Action item:
Restate all the lines below word for word, but omit the pictures.

Top of Dataset extract

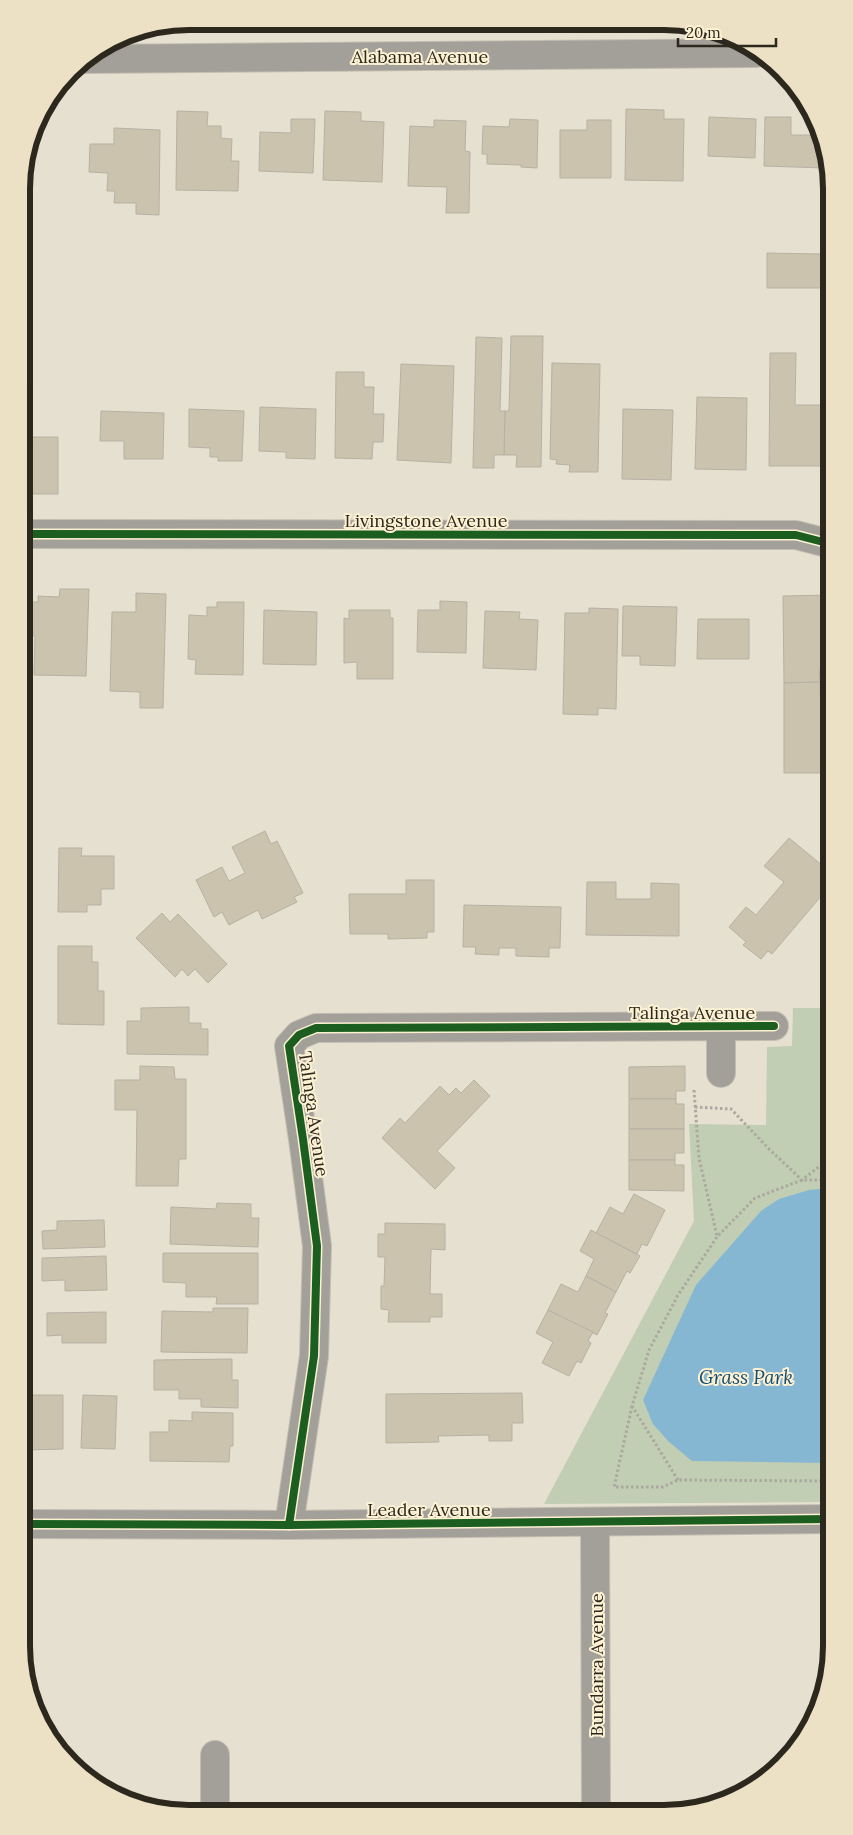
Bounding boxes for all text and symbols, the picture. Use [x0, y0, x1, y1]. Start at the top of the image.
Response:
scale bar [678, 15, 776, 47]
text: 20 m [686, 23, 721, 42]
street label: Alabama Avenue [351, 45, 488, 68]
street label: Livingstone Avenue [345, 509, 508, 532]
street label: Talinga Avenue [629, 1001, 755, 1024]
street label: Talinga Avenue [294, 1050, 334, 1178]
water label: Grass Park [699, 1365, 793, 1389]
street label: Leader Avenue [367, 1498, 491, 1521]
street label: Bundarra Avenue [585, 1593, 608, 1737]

Bottom of Dataset extract

Written response:
Bounding boxes for all text and symbols, the picture. Use [x0, y0, x1, y1]. Start at the top of the image.
Response:
scale bar [678, 15, 776, 47]
text: 20 m [686, 23, 721, 42]
street label: Alabama Avenue [351, 45, 488, 68]
street label: Livingstone Avenue [345, 509, 508, 532]
street label: Talinga Avenue [629, 1001, 755, 1024]
street label: Talinga Avenue [294, 1050, 334, 1178]
water label: Grass Park [699, 1365, 793, 1389]
street label: Leader Avenue [367, 1498, 491, 1521]
street label: Bundarra Avenue [585, 1593, 608, 1737]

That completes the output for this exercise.